START DATA

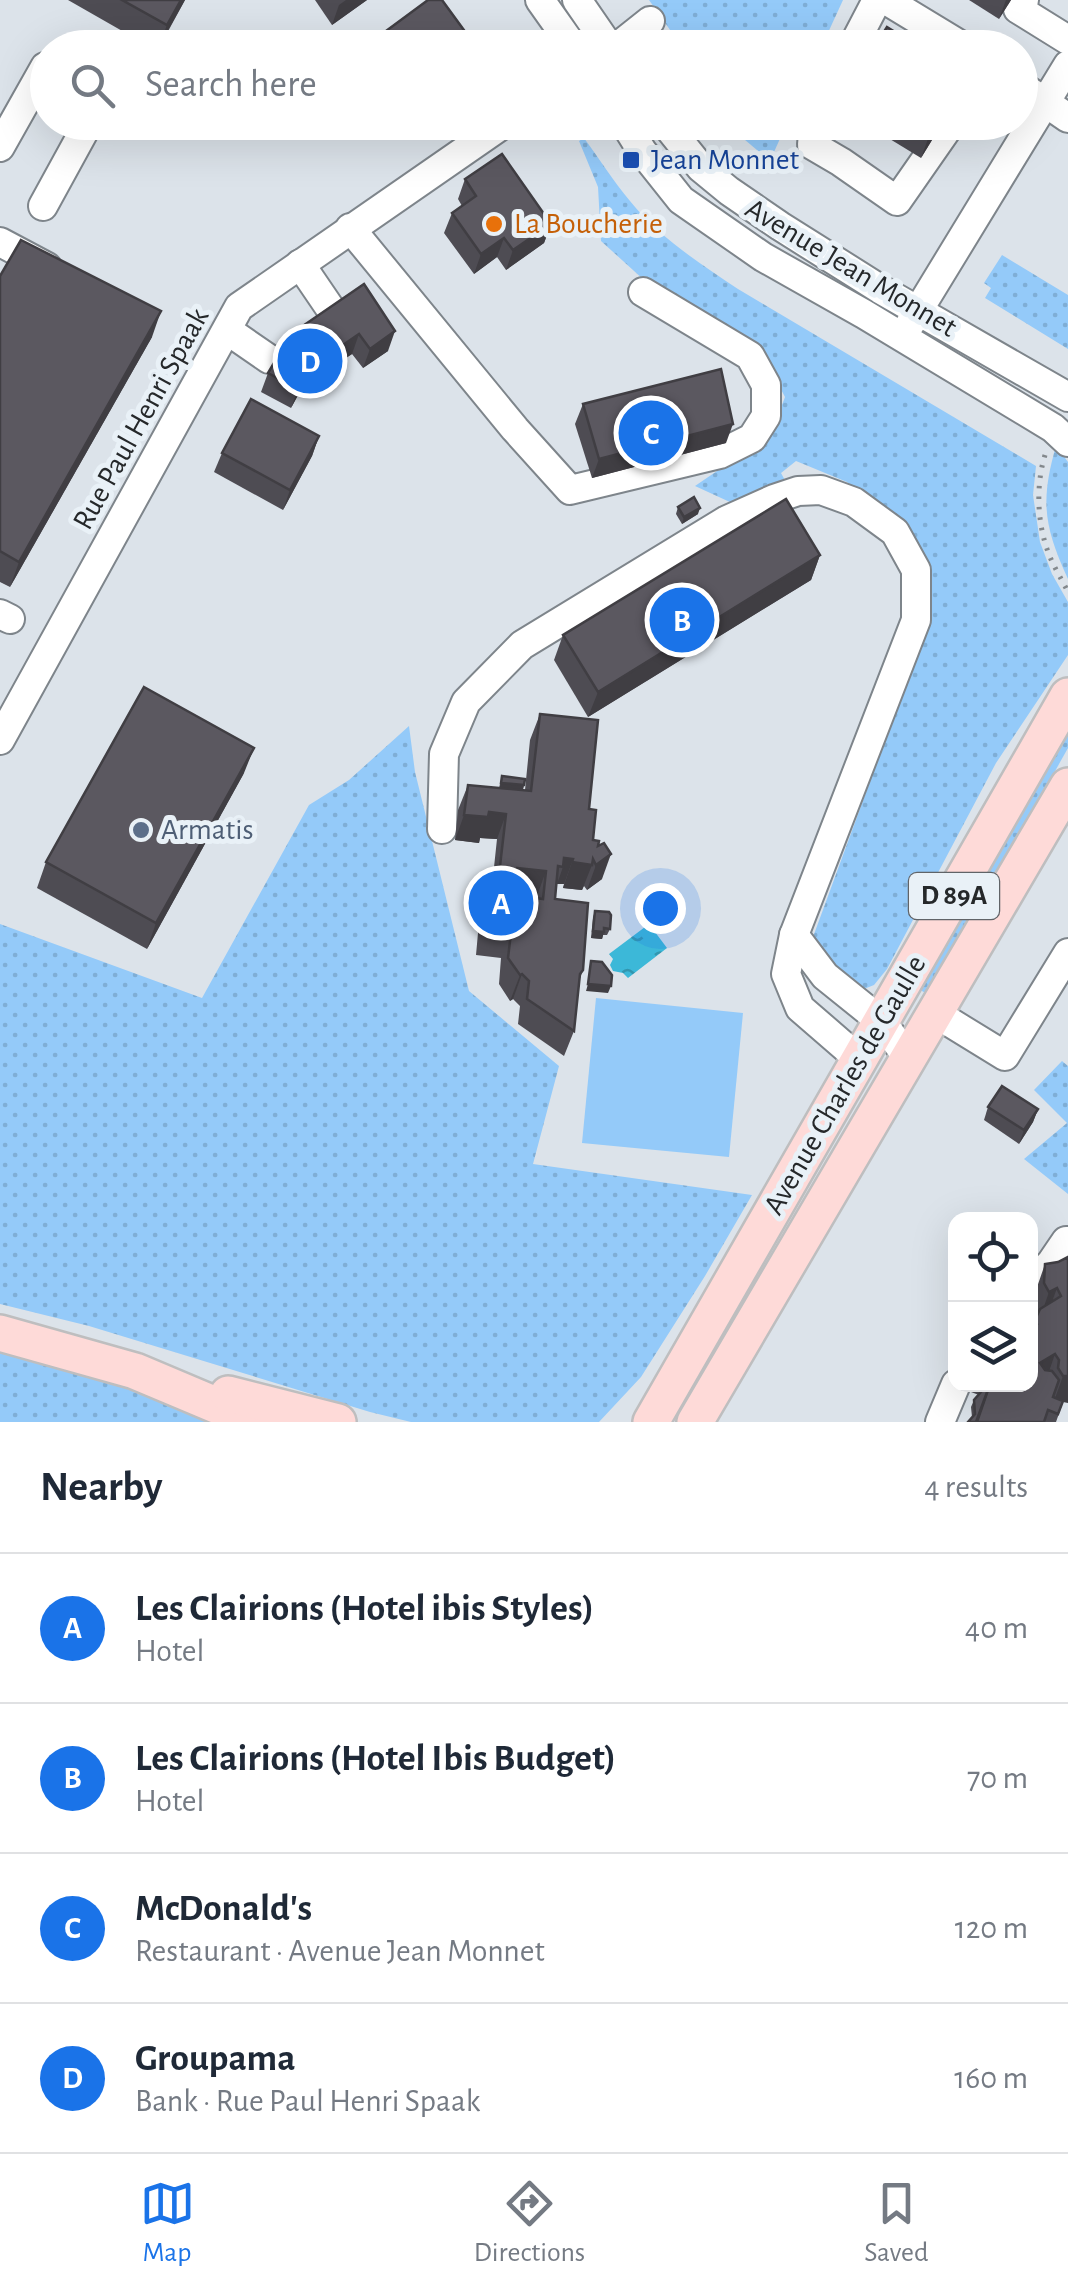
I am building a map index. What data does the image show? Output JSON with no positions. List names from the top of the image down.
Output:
{
  "streets": {
    "main road": ["D 89A", "Avenue Charles de Gaulle"],
    "street": ["Avenue Jean Monnet", "Rue Paul Henri Spaak"]
  },
  "places": {
    "transit": ["Jean Monnet"],
    "other": ["La Boucherie", "Armatis"]
  },
  "page": {
    "search": "Search here",
    "pins": [
      "D",
      "C",
      "B",
      "A"
    ],
    "heading": ["Nearby", "4 results"],
    "list": [
      {
        "mark": "A",
        "name": "Les Clairions (Hotel ibis Styles)",
        "note": "Hotel",
        "value": "40 m"
      },
      {
        "mark": "B",
        "name": "Les Clairions (Hotel Ibis Budget)",
        "note": "Hotel",
        "value": "70 m"
      },
      {
        "mark": "C",
        "name": "McDonald's",
        "note": "Restaurant · Avenue Jean Monnet",
        "value": "120 m"
      },
      {
        "mark": "D",
        "name": "Groupama",
        "note": "Bank · Rue Paul Henri Spaak",
        "value": "160 m"
      }
    ],
    "nav": ["Map", "Directions", "Saved"]
  }
}
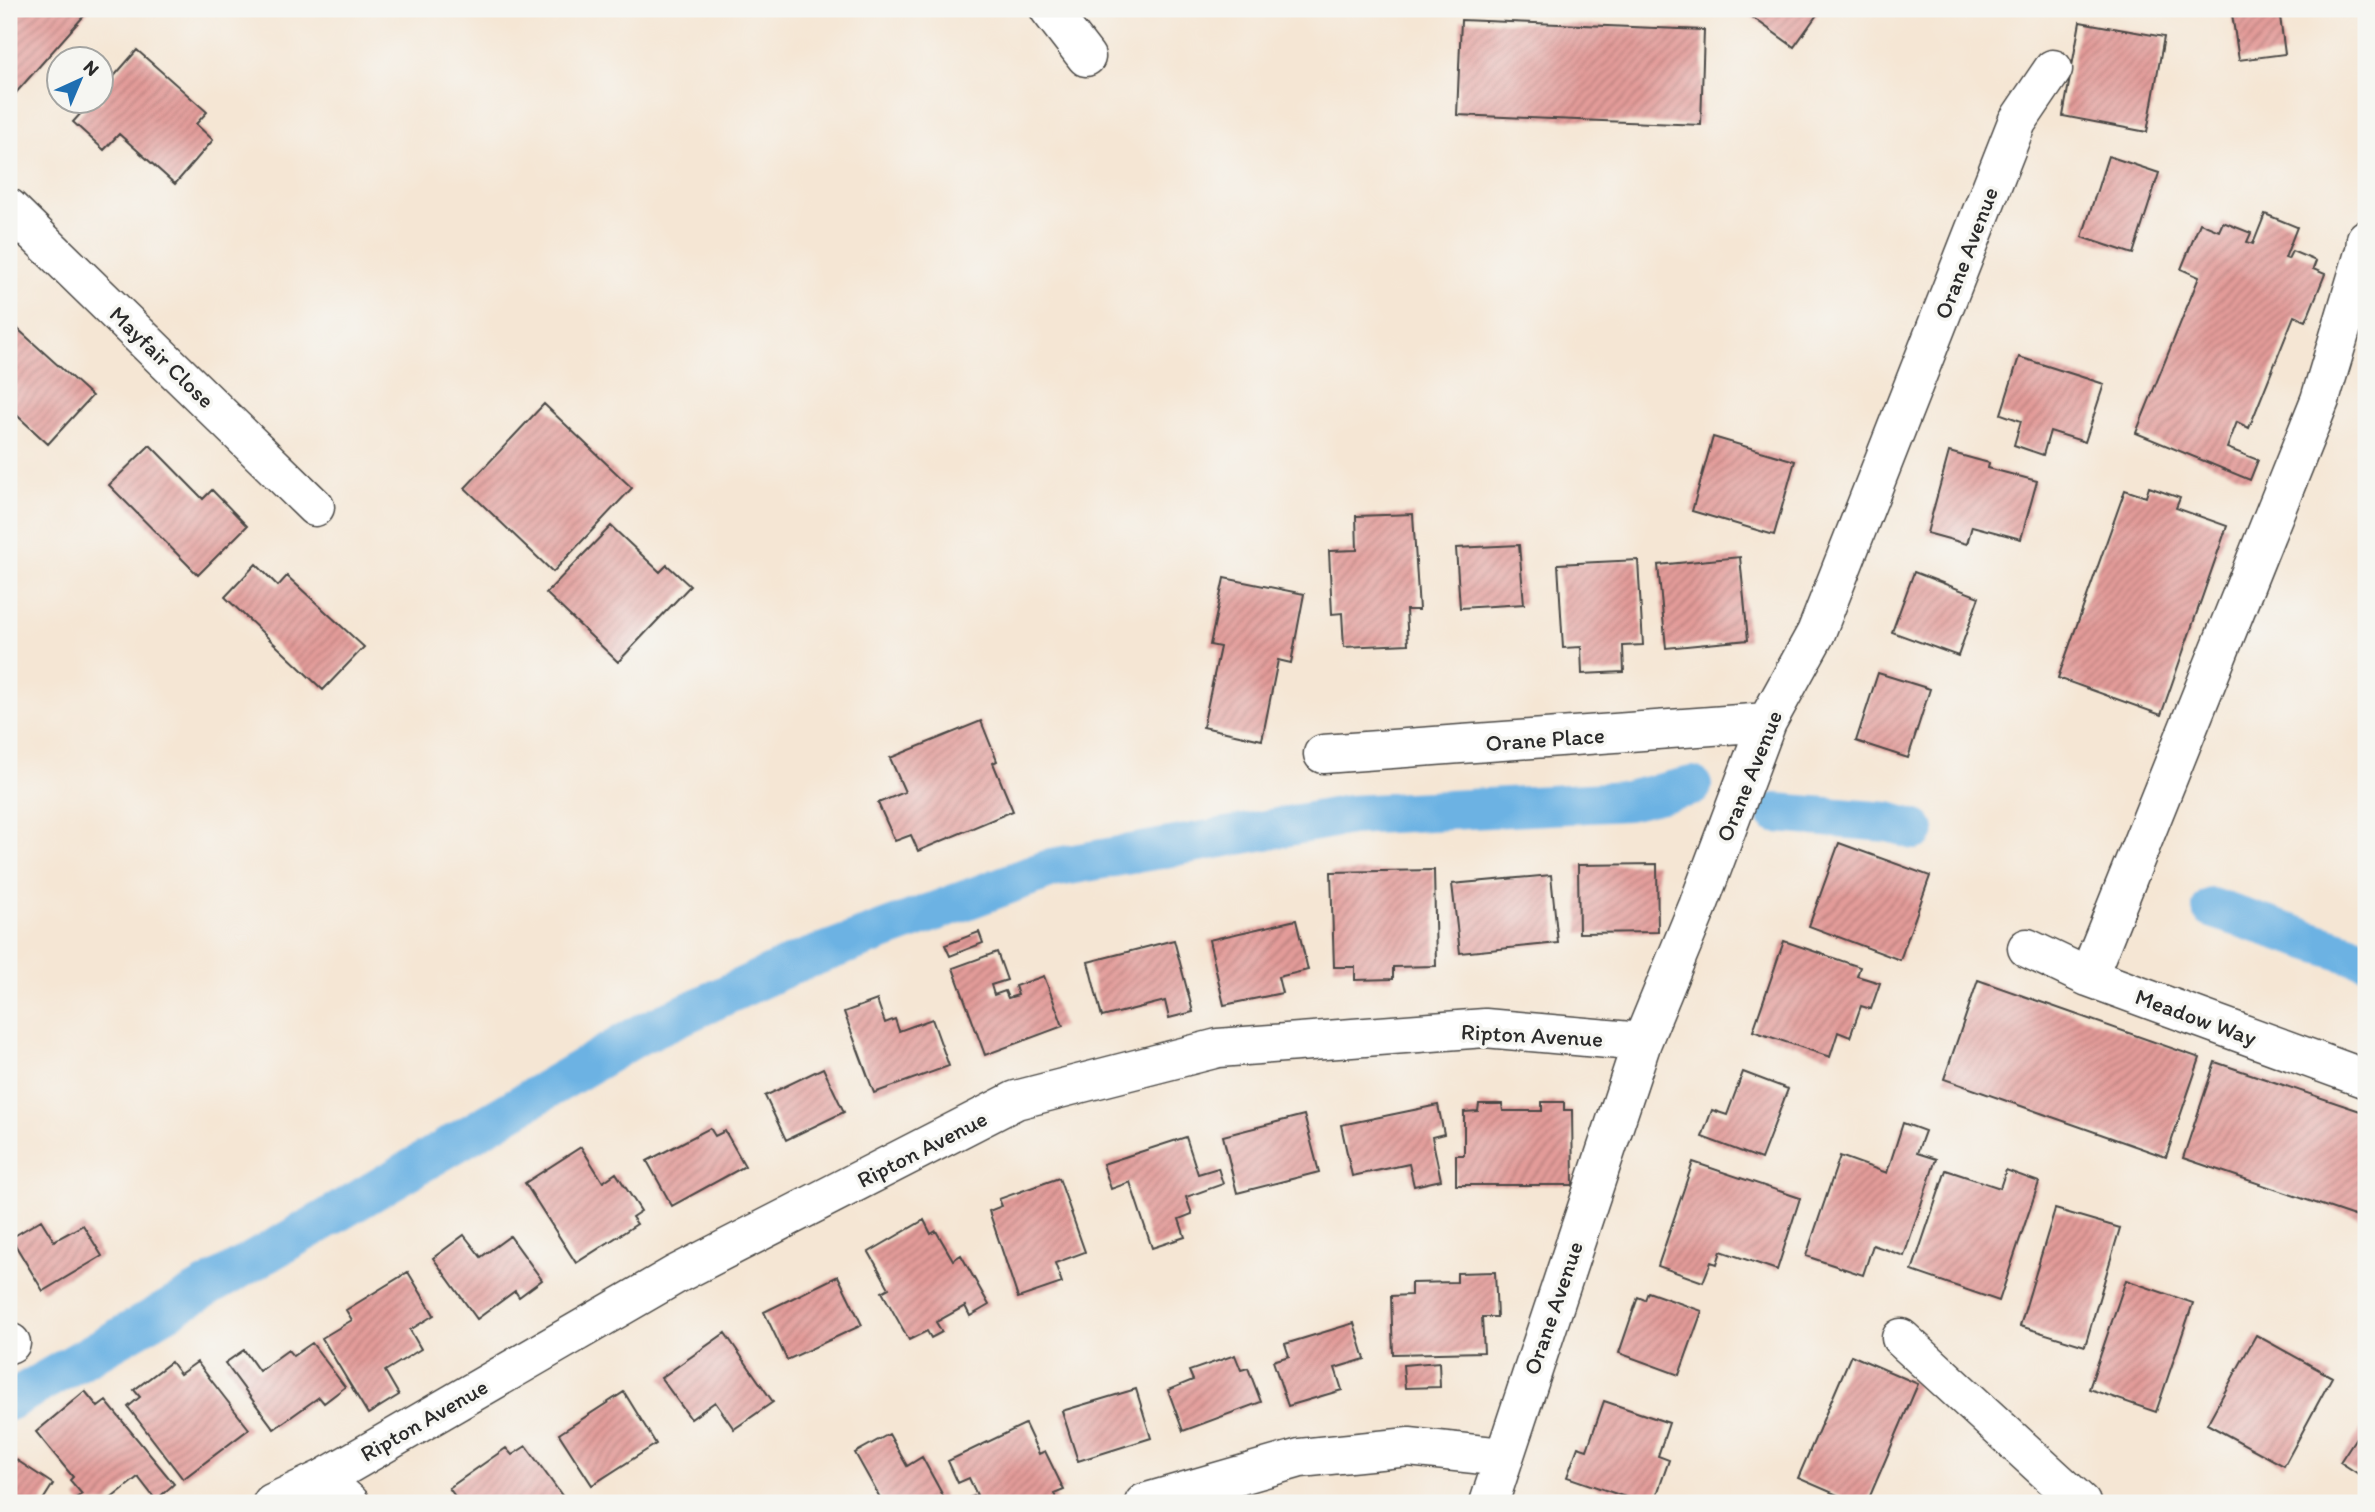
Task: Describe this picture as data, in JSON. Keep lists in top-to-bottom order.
{
  "streets": {
    "street": [
      "Orane Avenue",
      "Mayfair Close",
      "Orane Place",
      "Meadow Way",
      "Ripton Avenue"
    ]
  },
  "crossings": [
    ["Orane Avenue", "Orane Place"],
    ["Orane Avenue", "Ripton Avenue"]
  ],
  "north": "top right"
}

END DATA

YOUR ASSIGNMENT >> For the data above, return an exact copy that contains no pictures.

ANSWER BOX >>
I am building a map index. What data does the image show? Output JSON with no positions. List names from the top of the image down.
Output:
{
  "streets": {
    "main road": ["D 89A", "Avenue Charles de Gaulle"],
    "street": ["Avenue Jean Monnet", "Rue Paul Henri Spaak"]
  },
  "places": {
    "transit": ["Jean Monnet"],
    "other": ["La Boucherie", "Armatis"]
  },
  "page": {
    "search": "Search here",
    "pins": [
      "D",
      "C",
      "B",
      "A"
    ],
    "heading": ["Nearby", "4 results"],
    "list": [
      {
        "mark": "A",
        "name": "Les Clairions (Hotel ibis Styles)",
        "note": "Hotel",
        "value": "40 m"
      },
      {
        "mark": "B",
        "name": "Les Clairions (Hotel Ibis Budget)",
        "note": "Hotel",
        "value": "70 m"
      },
      {
        "mark": "C",
        "name": "McDonald's",
        "note": "Restaurant · Avenue Jean Monnet",
        "value": "120 m"
      },
      {
        "mark": "D",
        "name": "Groupama",
        "note": "Bank · Rue Paul Henri Spaak",
        "value": "160 m"
      }
    ],
    "nav": ["Map", "Directions", "Saved"]
  }
}
Task: Describe this picture as data, in JSON. Keep lists in top-to-bottom order.
{
  "streets": {
    "street": [
      "Orane Avenue",
      "Mayfair Close",
      "Orane Place",
      "Meadow Way",
      "Ripton Avenue"
    ]
  },
  "crossings": [
    ["Orane Avenue", "Orane Place"],
    ["Orane Avenue", "Ripton Avenue"]
  ],
  "north": "top right"
}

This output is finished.